L'incendie des terres Capwell allait affaiblir le blason de la famille et celui
des Entreprises Capwell. Pour redresser la barre, Channing serait contraint d'engloutir
des millions, ce qui lui laisserait le champ libre pour accaparer des parts de
la société. Atout majeur, Kirk possédait aussi, bien plus que dans sa mémoire
mais dans son coeur, le secret de Grant Capwell. Il n'ignorait pas qu'il détenait
là un fantastique moyen de pression sur Channing. Jamais, et il en était
certain, Channing ne permettrait qu'un tel scandale éclabousse le nom des
Capwell. Et pour conclure, il avait entre les mains le document signé par
toutes les parties, où Capwell acceptait de prêter des terres à son ami, le Général
Michael Bradford. Il possédait déjà celui que son père conservait dans ses
archives, et aujourd'hui, on venait de lui remettre celui du Général.
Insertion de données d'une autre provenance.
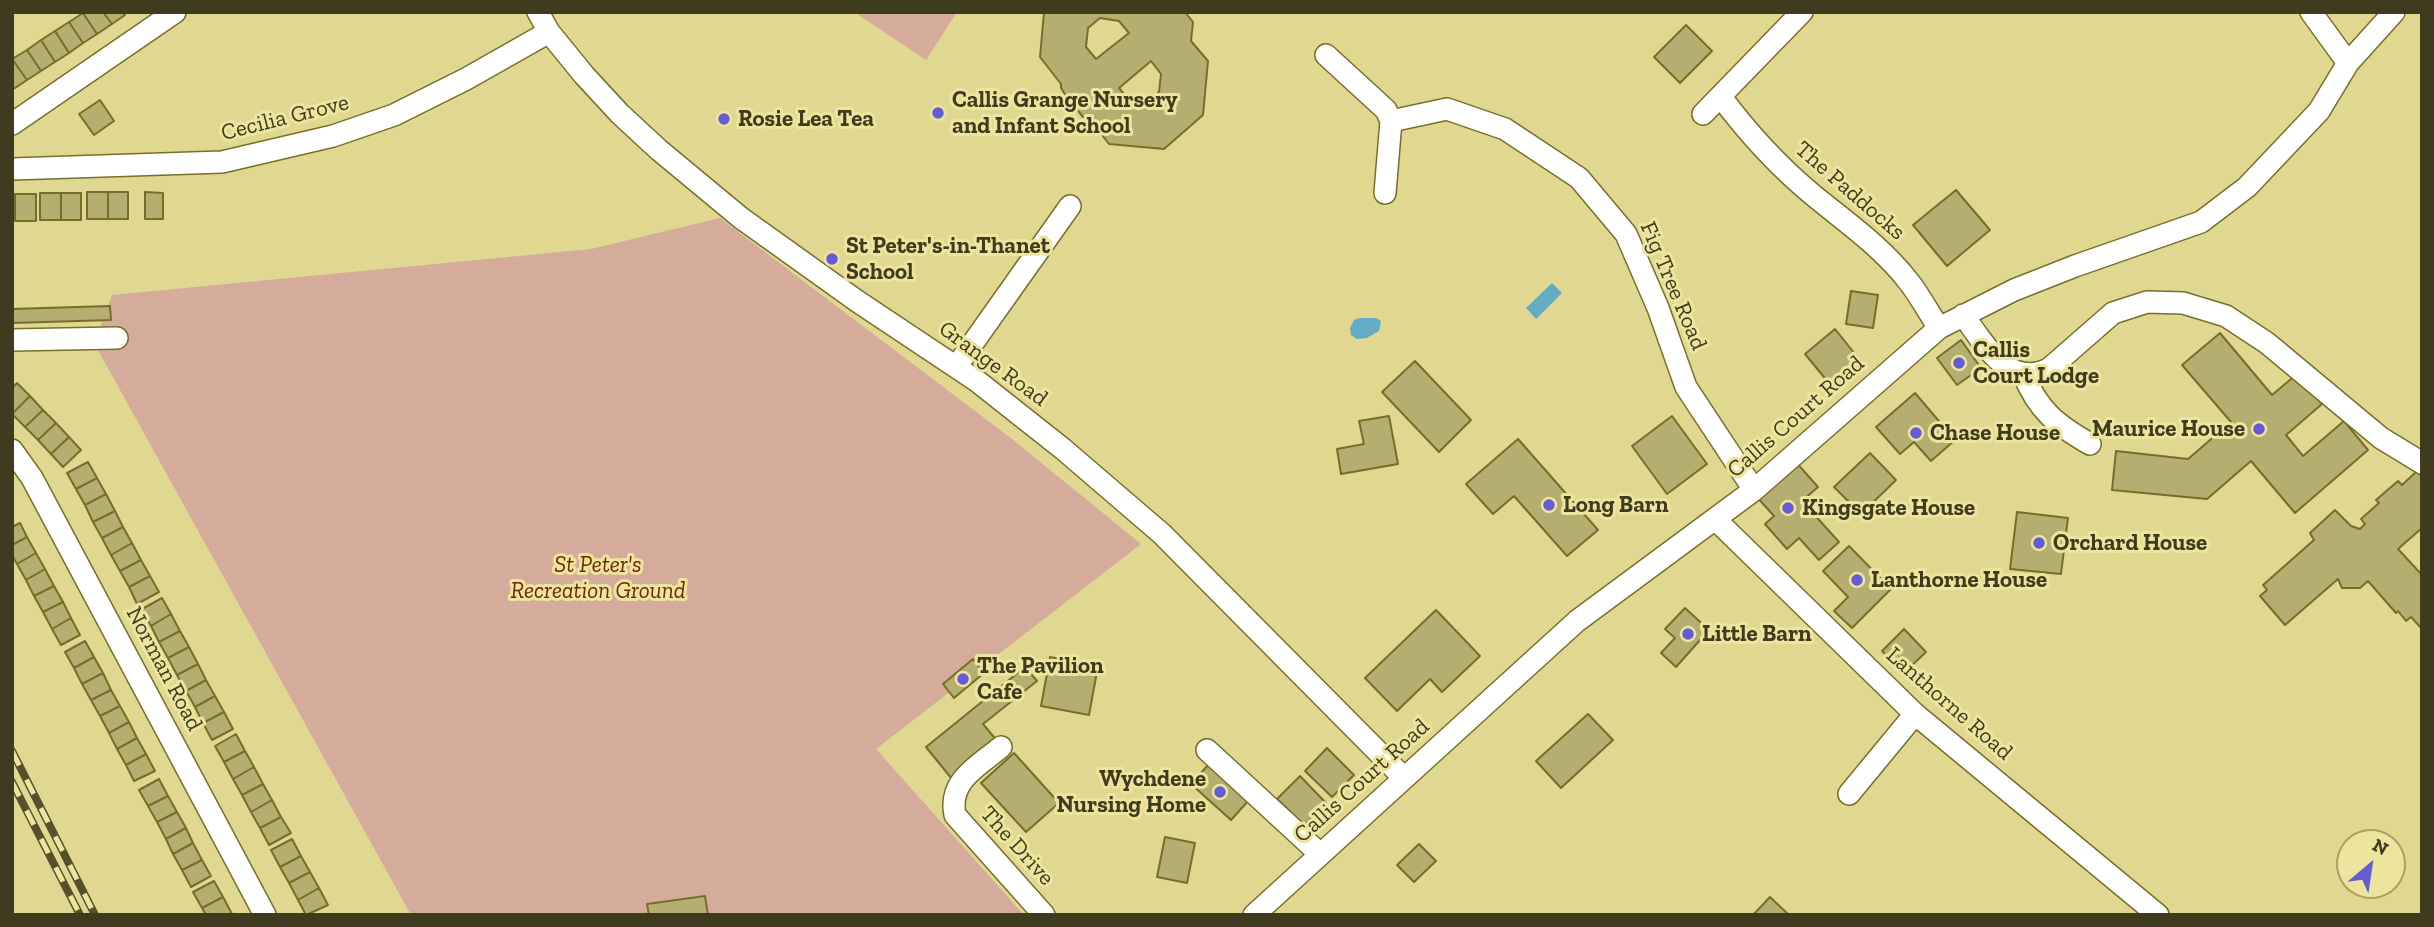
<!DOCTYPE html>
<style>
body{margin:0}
#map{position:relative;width:2434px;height:927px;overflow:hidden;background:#e0d790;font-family:"Zilla Slab",serif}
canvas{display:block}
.frame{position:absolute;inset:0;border:14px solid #3f3b1e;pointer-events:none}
.north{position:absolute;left:2336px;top:829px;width:70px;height:70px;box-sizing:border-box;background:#ede59d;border:2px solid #a7a16a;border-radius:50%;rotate:29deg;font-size:19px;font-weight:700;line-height:28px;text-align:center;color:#3f3b1e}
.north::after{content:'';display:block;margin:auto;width:24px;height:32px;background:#655bd4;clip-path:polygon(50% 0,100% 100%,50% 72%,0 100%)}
</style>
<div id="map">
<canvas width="2434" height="927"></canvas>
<div class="frame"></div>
<div class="north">N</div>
</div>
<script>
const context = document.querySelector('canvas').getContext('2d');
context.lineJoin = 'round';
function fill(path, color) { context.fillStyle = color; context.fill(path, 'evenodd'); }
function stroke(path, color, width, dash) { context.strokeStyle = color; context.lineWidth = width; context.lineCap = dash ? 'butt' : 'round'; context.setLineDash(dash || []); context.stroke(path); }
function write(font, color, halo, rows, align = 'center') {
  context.font = font + ' "Zilla Slab",serif'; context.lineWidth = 6; context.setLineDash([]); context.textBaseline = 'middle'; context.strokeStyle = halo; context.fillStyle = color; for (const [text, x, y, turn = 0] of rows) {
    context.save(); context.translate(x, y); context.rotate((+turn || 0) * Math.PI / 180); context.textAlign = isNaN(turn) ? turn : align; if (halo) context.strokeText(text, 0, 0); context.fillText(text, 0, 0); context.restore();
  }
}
fill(new Path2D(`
 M854,12h103l-31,48z
 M720,218l292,221 129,105 -265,205 148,166h-613l-317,-572 18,-48 479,-46z`), '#d5ac9c');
fill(new Path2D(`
 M1552,283l10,10 -26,26 -10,-11z
 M1360,318h16l5,3 -2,10 -12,7 -10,1 -6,-4 -1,-7 4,-8z`), '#64acc5');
const building = new Path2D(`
 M103,12l9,12 -15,10 -14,-21z
 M103,12h20l2,3 -13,9z
 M1044,12h141l8,10 -2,19 17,20 -5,54 -39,34 -55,-5 -21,-27h-5l-17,-21 -5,-8v-4l-21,-27zM1100,18l19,3 10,12 -33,26 -10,-12 2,-19zM1151,61l10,13 -2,18 -11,10 -19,-2 -10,-12z
 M83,13l14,21 -14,9 -14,-21z
 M69,22l14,21 -14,10 -14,-22z
 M1686,25l26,26 -32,32 -26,-26z
 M55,31l14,22 -14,9 -14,-22z
 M41,40l14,22 -14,9 -14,-21z
 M27,50l14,21 -14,9 -15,-21z
 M12,59l15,21 -15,10z
 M100,100l14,21 -20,14 -15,-21z
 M1956,190l34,40 -43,36 -34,-41z
 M87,192h21v27h-21z
 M108,192h20v27h-20z
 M145,192l18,1v26h-18z
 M40,193h21v27h-21z
 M61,193h20v27h-20z
 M15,194h21v27h-21z
 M1851,291l27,4 -5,33 -27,-4z
 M110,306l1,14 -99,3v-14z
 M1835,329l28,35 -30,24 -28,-34z
 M2220,333l52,62 25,-21 25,30 -36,31 17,21 41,-35 24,29 -73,63 -44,-52 -44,38 -95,-9 4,-39 72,8 43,-37 -49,-57z
 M1961,340l20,28 -24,17 -20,-27z
 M1415,361l56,59 -32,32 -57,-60z
 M17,383l13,13 -18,18v-26z
 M1915,393l40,47 -24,21 -17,-19 -14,12 -24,-27z
 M30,396l13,14 -18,17 -13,-13z
 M43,410l13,13 -18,17 -13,-13z
 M1389,416l9,48 -57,10 -4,-25 27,-5 -5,-23z
 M1672,416l35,48 -40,30 -35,-48z
 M56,423l13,14 -18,17 -13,-14z
 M69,437l12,13 -18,17 -12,-13z
 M1518,439l80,91 -31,26 -53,-60 -21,18 -27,-30z
 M1870,453l26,27 -35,34 -27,-27z
 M1794,460l24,27 -16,14 37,41 -20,18 -20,-22 -12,11 -22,-25 9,-8 -19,-21z
 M88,462l9,16 -21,11 -9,-16z
 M2417,471l5,6v51l-24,21 24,26v54l-11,-12 -5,4 -8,-10 -2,2 -28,-32 -8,7h-18l-4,-9 -53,46 -25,-29 7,-6 -4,-5 51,-45 -4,-7 25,-23 16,16 9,3 5,-5 -4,-5 18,-16 -3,-3 22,-19 4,4z
 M97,478l9,16 -21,11 -9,-16z
 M106,494l9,17 -22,11 -8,-17z
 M115,511l8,16 -21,11 -9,-16z
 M2017,512l51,6 -7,56 -51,-5z
 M20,523l7,14 -15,8v-18z
 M123,527l9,16 -21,12 -9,-17z
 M27,537l9,16 -19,11 -5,-9v-10z
 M132,543l9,17 -21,11 -9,-16z
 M1849,546l42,43 -39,39 -18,-17 14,-14 -25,-26z
 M36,553l9,16 -19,11 -9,-16z
 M141,560l9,16 -21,11 -9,-16z
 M45,569l9,17 -20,10 -8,-16z
 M150,576l9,16 -22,12 -8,-17z
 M54,586l9,16 -20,10 -9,-16z
 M162,598l9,16 -20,12 -9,-17z
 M63,602l8,16 -19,11 -9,-17z
 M1685,608l24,22 -33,37 -15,-14 14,-15 -10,-9z
 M1436,610l44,46 -38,36 -12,-13 -33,32 -32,-33z
 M171,614l9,17 -21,11 -8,-16z
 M71,618l9,17 -19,10 -9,-16z
 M1904,629l22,23 -22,21 -22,-22z
 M180,631l9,16 -21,11 -9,-16z
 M85,641l9,16 -20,11 -9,-16z
 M189,647l9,17 -21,11 -9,-17z
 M94,657l9,16 -21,11 -8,-16z
 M1050,657l48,9 -9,49 -48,-9z
 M973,659l11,14 -30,25 -11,-14z
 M198,664l8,16 -20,11 -9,-16z
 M1025,667l12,14 -54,43 15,18 -46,37 -26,-32z
 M103,673l8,17 -20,10 -9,-16z
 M206,680l9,16 -20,11 -9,-16z
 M111,690l9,16 -20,10 -9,-16z
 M215,696l9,16 -21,11 -8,-16z
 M120,706l9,16 -20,11 -9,-17z
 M224,712l9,17 -21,11 -9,-17z
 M1588,714l25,26 -52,48 -25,-27z
 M129,722l8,16 -20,11 -8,-16z
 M236,734l9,17 -21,11 -9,-16z
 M137,738l9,16 -20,11 -9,-16z
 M1327,748l27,27 -22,22 -27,-26z
 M245,751l9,16 -21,12 -9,-17z
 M1014,753l45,50 -33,29 -45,-49z
 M146,754l9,17 -21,10 -8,-16z
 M1209,764l40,36 -18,20 -40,-36z
 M254,767l9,17 -21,11 -9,-16z
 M1300,776l26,27 -22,22 -27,-26z
 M159,779l9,17 -20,10 -9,-16z
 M263,784l9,16 -21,12 -9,-17z
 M168,796l9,16 -20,10 -9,-16z
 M272,800l9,17 -21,11 -9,-16z
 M177,812l9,16 -20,11 -9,-17z
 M281,817l10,16 -22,12 -9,-17z
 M186,828l7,15 -20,11 -7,-15z
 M1165,837l30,6 -8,40 -30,-6z
 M292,839l9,17 -21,11 -9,-17z
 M193,843l9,17 -20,10 -9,-16z
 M1419,844l17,17 -22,21 -17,-17z
 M301,856l9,16 -21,11 -9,-16z
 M202,860l9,16 -20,11 -9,-17z
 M310,872l9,16 -21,12 -9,-17z
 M214,881l9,16 -21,11 -9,-16z
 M319,888l9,17 -22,10 -8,-15z
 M705,896l3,19h-59l-2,-11z
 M223,897l9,17 -26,1 -4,-7z
 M1770,897l19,18h-36z`);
fill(building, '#b5ae71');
stroke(building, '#766e27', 2);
const minor = new Path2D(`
 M538,12l11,20 35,43 36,39 39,36 82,68 116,83 120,80 86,68 99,85 242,244
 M2311,12l37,51
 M1326,55l60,55 5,11 -6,72
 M1721,97c27,36 57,69 92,98 34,28 69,52 96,87 11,14 20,31 30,46
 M1703,114l99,-102
 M1391,121l56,-12 58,20 74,49 47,56 32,74 28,79 68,103
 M12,124l163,-112
 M12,169l210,-7 111,-26 61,-21 72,-36 83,-47
 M1963,315c21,28 45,74 86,54l64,-56 34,-11 36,1 43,13 41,27 114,95 41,25
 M12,340l105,-2
 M956,367l114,-161
 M2023,373c15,38 34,52 67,71
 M12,450l20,28 233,437
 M1716,520l199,194 243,201
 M1001,747c-24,20 -53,34 -46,68l89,100
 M1207,750l113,104
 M1849,794l66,-80
 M1254,915l323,-294 177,-131 185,-162 75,-38 61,-24 126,-44 46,-35 72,-76 29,-48 46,-51`);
stroke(minor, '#786f29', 24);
stroke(minor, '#fff', 21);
const rail = new Path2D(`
 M12,751l83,164
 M12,782l68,133`);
stroke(rail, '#55502e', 8);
stroke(rail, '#ede59d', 5, [16]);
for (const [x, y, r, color] of [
 [938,113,7,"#655bd4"],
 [724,119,7,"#655bd4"],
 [832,259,7,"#655bd4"],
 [1959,363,7,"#655bd4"],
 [2259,429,7,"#655bd4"],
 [1916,433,7,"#655bd4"],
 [1549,505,7,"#655bd4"],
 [1788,508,7,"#655bd4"],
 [2039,543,7,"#655bd4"],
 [1857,580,7,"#655bd4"],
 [1688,634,7,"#655bd4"],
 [963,679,7,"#655bd4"],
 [1220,792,7,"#655bd4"]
]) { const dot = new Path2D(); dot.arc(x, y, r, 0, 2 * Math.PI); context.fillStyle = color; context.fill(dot); stroke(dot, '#ede59d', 2.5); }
write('bold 23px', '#3f3b1e', '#ede59d', [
 ["Callis Grange Nursery",952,100],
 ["and Infant School",952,126],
 ["Rosie Lea Tea",738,119],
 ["St Peter's-in-Thanet",846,246],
 ["School",846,272],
 ["Callis",1973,350],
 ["Court Lodge",1973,376],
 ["Maurice House",2245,429,"right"],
 ["Chase House",1930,433],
 ["Long Barn",1563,505],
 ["Kingsgate House",1802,508],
 ["Orchard House",2053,543],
 ["Lanthorne House",1871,580],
 ["Little Barn",1702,634],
 ["The Pavilion",977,666],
 ["Cafe",977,692],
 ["Wychdene",1206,779,"right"],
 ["Nursing Home",1206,805,"right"]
], 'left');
write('23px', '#3f3b1e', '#ede59d', [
 ["Cecilia Grove",285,118,-14],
 ["The Paddocks",1850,191,41],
 ["Fig Tree Road",1673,286,67],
 ["Grange Road",993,364,36],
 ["Callis Court Road",1796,417,-41],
 ["Norman Road",164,669,62],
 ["Lanthorne Road",1949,704,41],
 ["Callis Court Road",1362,781,-42],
 ["The Drive",1017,846,48]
]);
write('italic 23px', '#6f2803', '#ede59d', [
 ["St Peter's",598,565],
 ["Recreation Ground",598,591]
]);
</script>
- Non, rien au monde ne peut m'empêcher de prendre le contrôle...
Perdu
dans ses pensées, Kirk n'imaginait pas que d'autres forces rentraient en
action. Et pourtant, le salut des Capwell pouvait venir d'alliés dont Kirk ne
songeait pas que cela soit possible. Et pourtant, les Lockridge allaient venir
en aide à leur pire ennemi. Warren était aux côtés de Ted, en Irak. Lionel,
en ces instants, épaulait Sophia alors qu'elle ressortait d'une nouvelle visite
chez son oncologue. Julia secondait Daniel McBride, afin de sauver les
Entreprises Capwell et de rendre possible le rêve de Pacific Sud. Augusta, de
son côté, se découvrait une nouvelle passion : Pacific Sud. Et, installée
dans les appartements de Minx, elle épluchait tous les dossiers et les
documents afin de prendre part à ce projet, même si pour cela elle devait
sauver Channing d'une mort politique et industrielle certaine.
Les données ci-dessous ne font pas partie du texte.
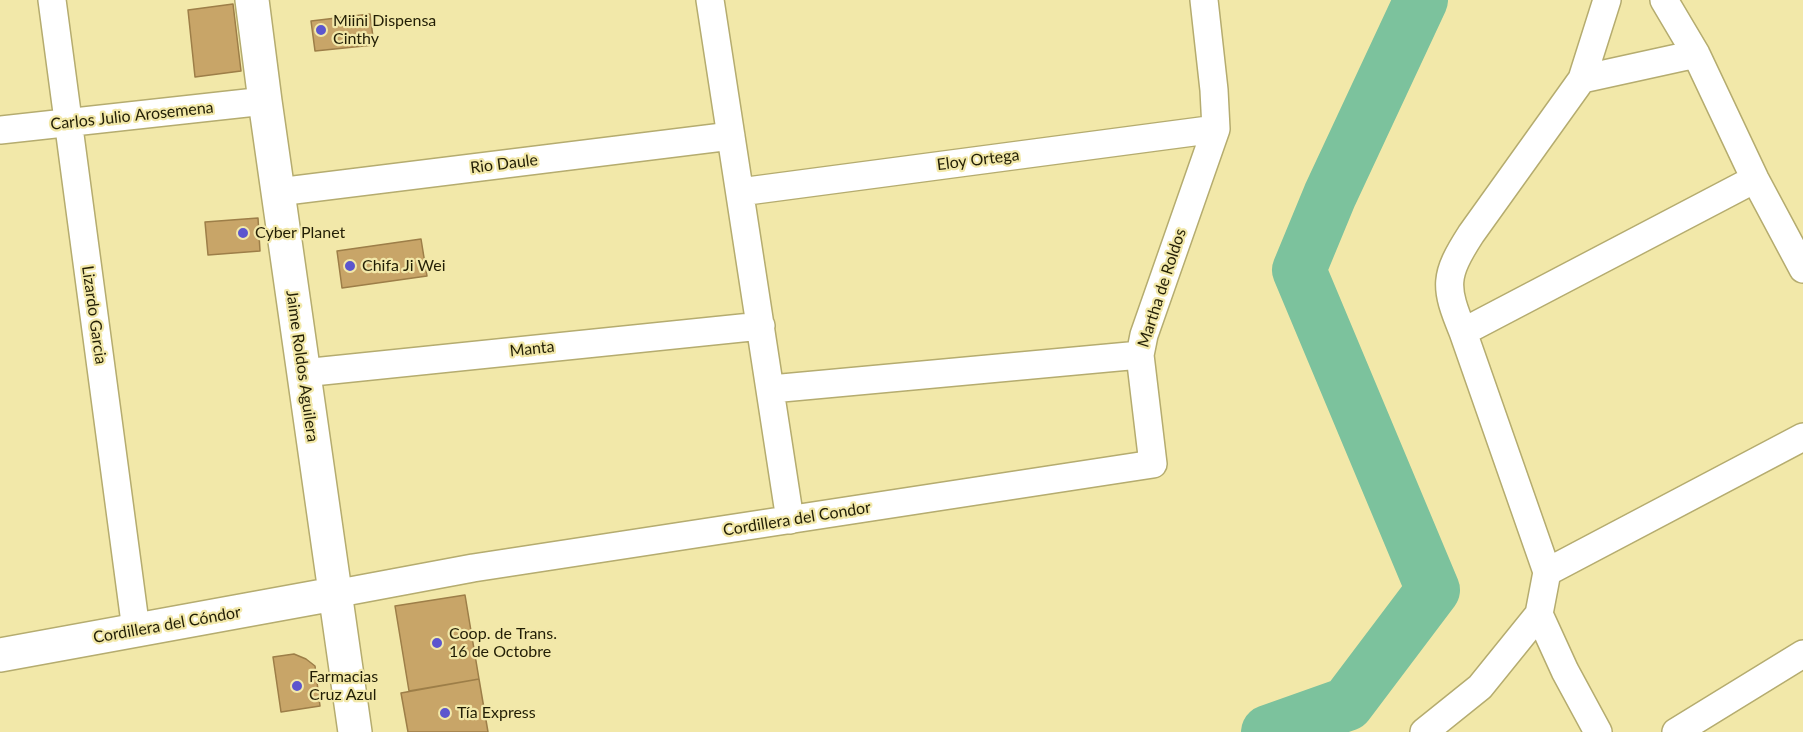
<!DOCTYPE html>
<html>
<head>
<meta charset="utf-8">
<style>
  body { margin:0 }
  canvas { display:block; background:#f2e8a9 }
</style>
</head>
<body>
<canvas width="1803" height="732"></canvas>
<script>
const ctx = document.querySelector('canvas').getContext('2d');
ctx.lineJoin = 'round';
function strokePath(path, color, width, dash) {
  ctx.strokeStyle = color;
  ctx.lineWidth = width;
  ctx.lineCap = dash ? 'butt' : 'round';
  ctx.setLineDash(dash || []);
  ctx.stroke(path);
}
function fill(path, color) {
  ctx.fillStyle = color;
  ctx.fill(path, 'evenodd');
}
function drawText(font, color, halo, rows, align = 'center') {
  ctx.font = font + ' Lato,sans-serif';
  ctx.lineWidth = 4.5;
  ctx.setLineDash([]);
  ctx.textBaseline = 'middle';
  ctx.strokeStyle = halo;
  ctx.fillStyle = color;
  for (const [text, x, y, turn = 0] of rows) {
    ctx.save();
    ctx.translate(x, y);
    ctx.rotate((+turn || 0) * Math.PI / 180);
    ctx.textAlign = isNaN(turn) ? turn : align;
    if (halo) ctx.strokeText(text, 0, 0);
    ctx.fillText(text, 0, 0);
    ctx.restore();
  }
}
strokePath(new Path2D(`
  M1268 732 1347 704 1433 590 1299 270 1330 195 1421 0`), '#7cc29d', 54);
const building = new Path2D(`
  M233 4 241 71 195 77 188 10Z
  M370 14 374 45 315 51 311 21Z
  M258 218 260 251 208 255 205 222Z
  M421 239 427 276 342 288 337 251Z
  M465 595 479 679 409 691 395 606Z
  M294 654 306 659 315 666 320 706 281 712 273 657Z
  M479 679 488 732H408L401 693Z`);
fill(building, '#c8a568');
strokePath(building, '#9d7e48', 1.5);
const minor = new Path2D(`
  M52 0 136 630
  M710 0 790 520
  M1664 0 1696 54 1755 179 1803 269
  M1582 79 1696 54
  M0 130 265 101
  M278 192 731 136
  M740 192 1216 129
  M1463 332 1755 179
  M303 373 761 326
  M771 389 1140 355 1144 335 1216 129 1214 90 1204 0
  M1547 572 1803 437
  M334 594 473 568 1153 464 1140 355
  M1424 732 1480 687 1539 614
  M1598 732 1565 671 1539 614 1547 572 1463 332C1444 286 1444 276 1471 234L1582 79 1607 0
  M1676 732 1803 654`);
const tertiary = new Path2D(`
  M252 0 265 101 355 732
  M0 655 334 594`);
strokePath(minor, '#b5ac6f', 30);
strokePath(tertiary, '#b5ac6f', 36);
strokePath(minor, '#fff', 27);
strokePath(tertiary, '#fff', 33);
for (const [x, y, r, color] of [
  [321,30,6,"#5c56ce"],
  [243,233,6,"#5c56ce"],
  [350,266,6,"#5c56ce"],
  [437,643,6,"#5c56ce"],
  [297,686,6,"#5c56ce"],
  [445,713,6,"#5c56ce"]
]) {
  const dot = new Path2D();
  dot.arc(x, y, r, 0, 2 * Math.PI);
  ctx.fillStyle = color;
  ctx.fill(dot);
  strokePath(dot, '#f2e8a9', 2);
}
drawText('16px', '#221e05', '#f2e8a9', [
  ["Miini Dispensa",333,21],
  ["Cinthy",333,39],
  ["Cyber Planet",255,233],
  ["Chifa Ji Wei",362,266],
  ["Coop. de Trans.",449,634],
  ["16 de Octobre",449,652],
  ["Farmacias",309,677],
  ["Cruz Azul",309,695],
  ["Tía Express",457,713]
], 'left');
drawText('16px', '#221e05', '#f2e8a9', [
  ["Carlos Julio Arosemena",132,116,-6],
  ["Eloy Ortega",978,160,-7],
  ["Rio Daule",504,164,-7],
  ["Martha de Roldos",1162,288,-72],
  ["Lizardo Garcia",94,315,82],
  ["Manta",532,349,-6],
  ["Jaime Roldos Aguilera",302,366,82],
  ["Cordillera del Condor",797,519,-9],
  ["Cordillera del Cóndor",167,625,-10]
]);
</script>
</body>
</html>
Toutefois, à l'écart de tous ces complots, une femme risquait de faire précipiter les événements. Comme à son habitude, Gina DeMott Capwell, et actuellement Lockridge, fouinait dans les poubelles, afin de mettre à jour les plus sombres secrets. Et cette fois-ci, elle s'approchait à grands pas de celui qui, des années plus tôt, mit un terme aux relations Capwell - Lockridge. Dans quelques jours, l'Amanda Lockridge sortirait des eaux pour livrer son secret. Et le détective privé qu'elle avait engagé venait de l'avertir qu'il venait d'atterrir en France. Alors qu'elle se promenait dans les couloirs du musée, Gina sentait l'étau se refermer autour de Channing, et elle pouvait presque toucher les millions de dollars qu'elle toucherait bientôt.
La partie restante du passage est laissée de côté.